Please copy out every line of the data word for word.

━━ Provided data ━━

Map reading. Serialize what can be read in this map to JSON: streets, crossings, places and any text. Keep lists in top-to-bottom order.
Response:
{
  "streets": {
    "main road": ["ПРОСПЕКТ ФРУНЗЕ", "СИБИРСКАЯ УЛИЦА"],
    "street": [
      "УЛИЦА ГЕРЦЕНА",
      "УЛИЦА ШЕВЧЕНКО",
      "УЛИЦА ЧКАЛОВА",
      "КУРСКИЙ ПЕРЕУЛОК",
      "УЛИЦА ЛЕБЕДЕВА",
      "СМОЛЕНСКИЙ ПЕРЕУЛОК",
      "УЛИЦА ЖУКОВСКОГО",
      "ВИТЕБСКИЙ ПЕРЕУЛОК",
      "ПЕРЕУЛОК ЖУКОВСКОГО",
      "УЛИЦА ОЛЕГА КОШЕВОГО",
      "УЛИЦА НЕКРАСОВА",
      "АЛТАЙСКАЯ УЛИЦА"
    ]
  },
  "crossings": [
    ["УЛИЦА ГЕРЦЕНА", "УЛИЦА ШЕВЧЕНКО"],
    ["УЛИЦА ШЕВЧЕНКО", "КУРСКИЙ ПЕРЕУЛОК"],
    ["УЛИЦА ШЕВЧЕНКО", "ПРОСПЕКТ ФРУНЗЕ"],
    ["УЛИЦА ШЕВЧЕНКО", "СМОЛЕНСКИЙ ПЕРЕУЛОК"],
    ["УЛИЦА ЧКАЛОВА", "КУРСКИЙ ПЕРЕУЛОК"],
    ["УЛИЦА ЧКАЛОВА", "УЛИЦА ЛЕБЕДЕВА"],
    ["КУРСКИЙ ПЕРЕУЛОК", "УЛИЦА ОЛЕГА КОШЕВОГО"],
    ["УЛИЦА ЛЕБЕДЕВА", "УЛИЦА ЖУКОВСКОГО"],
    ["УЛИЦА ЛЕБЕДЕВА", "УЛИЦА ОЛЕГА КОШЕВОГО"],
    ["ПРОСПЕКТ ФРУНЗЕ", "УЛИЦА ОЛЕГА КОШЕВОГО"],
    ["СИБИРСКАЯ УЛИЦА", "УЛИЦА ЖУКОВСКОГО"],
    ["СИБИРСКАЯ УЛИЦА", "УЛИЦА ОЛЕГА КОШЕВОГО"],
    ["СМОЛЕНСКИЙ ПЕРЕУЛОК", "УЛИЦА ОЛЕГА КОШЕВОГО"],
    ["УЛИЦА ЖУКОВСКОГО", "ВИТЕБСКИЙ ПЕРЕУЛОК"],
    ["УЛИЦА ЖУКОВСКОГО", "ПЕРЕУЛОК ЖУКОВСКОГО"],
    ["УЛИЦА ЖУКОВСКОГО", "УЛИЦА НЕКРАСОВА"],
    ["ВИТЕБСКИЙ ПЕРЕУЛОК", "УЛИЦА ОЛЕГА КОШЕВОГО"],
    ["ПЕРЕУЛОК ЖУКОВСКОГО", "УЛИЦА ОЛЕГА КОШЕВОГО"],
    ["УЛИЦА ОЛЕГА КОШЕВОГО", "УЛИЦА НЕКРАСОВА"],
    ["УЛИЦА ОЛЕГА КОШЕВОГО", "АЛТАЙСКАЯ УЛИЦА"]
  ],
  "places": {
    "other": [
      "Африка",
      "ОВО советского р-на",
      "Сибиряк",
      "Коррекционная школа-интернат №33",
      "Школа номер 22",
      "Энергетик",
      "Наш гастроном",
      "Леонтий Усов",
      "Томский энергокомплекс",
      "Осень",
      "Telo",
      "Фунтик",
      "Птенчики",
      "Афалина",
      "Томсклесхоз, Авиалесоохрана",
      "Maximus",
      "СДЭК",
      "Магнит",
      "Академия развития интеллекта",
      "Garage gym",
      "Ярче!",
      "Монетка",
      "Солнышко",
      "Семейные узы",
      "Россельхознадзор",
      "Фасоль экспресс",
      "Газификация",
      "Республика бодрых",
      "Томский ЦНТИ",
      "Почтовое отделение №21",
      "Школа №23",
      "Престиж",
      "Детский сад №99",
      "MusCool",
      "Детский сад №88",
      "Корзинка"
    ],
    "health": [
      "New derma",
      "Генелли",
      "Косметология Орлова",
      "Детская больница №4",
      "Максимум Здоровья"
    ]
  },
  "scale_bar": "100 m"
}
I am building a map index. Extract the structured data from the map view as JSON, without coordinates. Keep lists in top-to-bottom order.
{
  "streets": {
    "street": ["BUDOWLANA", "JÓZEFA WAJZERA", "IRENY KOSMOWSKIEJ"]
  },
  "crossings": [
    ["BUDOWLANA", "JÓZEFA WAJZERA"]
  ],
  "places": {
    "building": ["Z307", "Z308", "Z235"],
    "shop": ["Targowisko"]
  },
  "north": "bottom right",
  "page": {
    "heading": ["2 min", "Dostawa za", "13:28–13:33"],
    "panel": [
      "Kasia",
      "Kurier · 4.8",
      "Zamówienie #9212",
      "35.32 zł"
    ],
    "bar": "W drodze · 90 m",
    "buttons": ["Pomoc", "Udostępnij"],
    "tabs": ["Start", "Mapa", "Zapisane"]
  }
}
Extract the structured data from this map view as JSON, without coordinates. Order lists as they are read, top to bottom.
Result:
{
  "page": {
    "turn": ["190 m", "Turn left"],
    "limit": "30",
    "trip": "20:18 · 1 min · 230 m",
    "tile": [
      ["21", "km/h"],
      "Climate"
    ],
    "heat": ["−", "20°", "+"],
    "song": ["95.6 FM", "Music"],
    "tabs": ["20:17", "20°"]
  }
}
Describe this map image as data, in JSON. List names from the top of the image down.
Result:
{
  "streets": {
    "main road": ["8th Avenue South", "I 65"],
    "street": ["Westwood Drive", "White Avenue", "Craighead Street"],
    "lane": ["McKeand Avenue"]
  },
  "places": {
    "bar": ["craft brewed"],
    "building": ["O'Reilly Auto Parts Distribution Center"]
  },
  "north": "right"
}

━━━

→ **Exercise solution**:
Map reading. Serialize what can be read in this map to JSON: streets, crossings, places and any text. Keep lists in top-to-bottom order.
Response:
{
  "streets": {
    "main road": ["ПРОСПЕКТ ФРУНЗЕ", "СИБИРСКАЯ УЛИЦА"],
    "street": [
      "УЛИЦА ГЕРЦЕНА",
      "УЛИЦА ШЕВЧЕНКО",
      "УЛИЦА ЧКАЛОВА",
      "КУРСКИЙ ПЕРЕУЛОК",
      "УЛИЦА ЛЕБЕДЕВА",
      "СМОЛЕНСКИЙ ПЕРЕУЛОК",
      "УЛИЦА ЖУКОВСКОГО",
      "ВИТЕБСКИЙ ПЕРЕУЛОК",
      "ПЕРЕУЛОК ЖУКОВСКОГО",
      "УЛИЦА ОЛЕГА КОШЕВОГО",
      "УЛИЦА НЕКРАСОВА",
      "АЛТАЙСКАЯ УЛИЦА"
    ]
  },
  "crossings": [
    ["УЛИЦА ГЕРЦЕНА", "УЛИЦА ШЕВЧЕНКО"],
    ["УЛИЦА ШЕВЧЕНКО", "КУРСКИЙ ПЕРЕУЛОК"],
    ["УЛИЦА ШЕВЧЕНКО", "ПРОСПЕКТ ФРУНЗЕ"],
    ["УЛИЦА ШЕВЧЕНКО", "СМОЛЕНСКИЙ ПЕРЕУЛОК"],
    ["УЛИЦА ЧКАЛОВА", "КУРСКИЙ ПЕРЕУЛОК"],
    ["УЛИЦА ЧКАЛОВА", "УЛИЦА ЛЕБЕДЕВА"],
    ["КУРСКИЙ ПЕРЕУЛОК", "УЛИЦА ОЛЕГА КОШЕВОГО"],
    ["УЛИЦА ЛЕБЕДЕВА", "УЛИЦА ЖУКОВСКОГО"],
    ["УЛИЦА ЛЕБЕДЕВА", "УЛИЦА ОЛЕГА КОШЕВОГО"],
    ["ПРОСПЕКТ ФРУНЗЕ", "УЛИЦА ОЛЕГА КОШЕВОГО"],
    ["СИБИРСКАЯ УЛИЦА", "УЛИЦА ЖУКОВСКОГО"],
    ["СИБИРСКАЯ УЛИЦА", "УЛИЦА ОЛЕГА КОШЕВОГО"],
    ["СМОЛЕНСКИЙ ПЕРЕУЛОК", "УЛИЦА ОЛЕГА КОШЕВОГО"],
    ["УЛИЦА ЖУКОВСКОГО", "ВИТЕБСКИЙ ПЕРЕУЛОК"],
    ["УЛИЦА ЖУКОВСКОГО", "ПЕРЕУЛОК ЖУКОВСКОГО"],
    ["УЛИЦА ЖУКОВСКОГО", "УЛИЦА НЕКРАСОВА"],
    ["ВИТЕБСКИЙ ПЕРЕУЛОК", "УЛИЦА ОЛЕГА КОШЕВОГО"],
    ["ПЕРЕУЛОК ЖУКОВСКОГО", "УЛИЦА ОЛЕГА КОШЕВОГО"],
    ["УЛИЦА ОЛЕГА КОШЕВОГО", "УЛИЦА НЕКРАСОВА"],
    ["УЛИЦА ОЛЕГА КОШЕВОГО", "АЛТАЙСКАЯ УЛИЦА"]
  ],
  "places": {
    "other": [
      "Африка",
      "ОВО советского р-на",
      "Сибиряк",
      "Коррекционная школа-интернат №33",
      "Школа номер 22",
      "Энергетик",
      "Наш гастроном",
      "Леонтий Усов",
      "Томский энергокомплекс",
      "Осень",
      "Telo",
      "Фунтик",
      "Птенчики",
      "Афалина",
      "Томсклесхоз, Авиалесоохрана",
      "Maximus",
      "СДЭК",
      "Магнит",
      "Академия развития интеллекта",
      "Garage gym",
      "Ярче!",
      "Монетка",
      "Солнышко",
      "Семейные узы",
      "Россельхознадзор",
      "Фасоль экспресс",
      "Газификация",
      "Республика бодрых",
      "Томский ЦНТИ",
      "Почтовое отделение №21",
      "Школа №23",
      "Престиж",
      "Детский сад №99",
      "MusCool",
      "Детский сад №88",
      "Корзинка"
    ],
    "health": [
      "New derma",
      "Генелли",
      "Косметология Орлова",
      "Детская больница №4",
      "Максимум Здоровья"
    ]
  },
  "scale_bar": "100 m"
}
I am building a map index. Extract the structured data from the map view as JSON, without coordinates. Keep lists in top-to-bottom order.
{
  "streets": {
    "street": ["BUDOWLANA", "JÓZEFA WAJZERA", "IRENY KOSMOWSKIEJ"]
  },
  "crossings": [
    ["BUDOWLANA", "JÓZEFA WAJZERA"]
  ],
  "places": {
    "building": ["Z307", "Z308", "Z235"],
    "shop": ["Targowisko"]
  },
  "north": "bottom right",
  "page": {
    "heading": ["2 min", "Dostawa za", "13:28–13:33"],
    "panel": [
      "Kasia",
      "Kurier · 4.8",
      "Zamówienie #9212",
      "35.32 zł"
    ],
    "bar": "W drodze · 90 m",
    "buttons": ["Pomoc", "Udostępnij"],
    "tabs": ["Start", "Mapa", "Zapisane"]
  }
}
Extract the structured data from this map view as JSON, without coordinates. Order lists as they are read, top to bottom.
Result:
{
  "page": {
    "turn": ["190 m", "Turn left"],
    "limit": "30",
    "trip": "20:18 · 1 min · 230 m",
    "tile": [
      ["21", "km/h"],
      "Climate"
    ],
    "heat": ["−", "20°", "+"],
    "song": ["95.6 FM", "Music"],
    "tabs": ["20:17", "20°"]
  }
}
Describe this map image as data, in JSON. List names from the top of the image down.
Result:
{
  "streets": {
    "main road": ["8th Avenue South", "I 65"],
    "street": ["Westwood Drive", "White Avenue", "Craighead Street"],
    "lane": ["McKeand Avenue"]
  },
  "places": {
    "bar": ["craft brewed"],
    "building": ["O'Reilly Auto Parts Distribution Center"]
  },
  "north": "right"
}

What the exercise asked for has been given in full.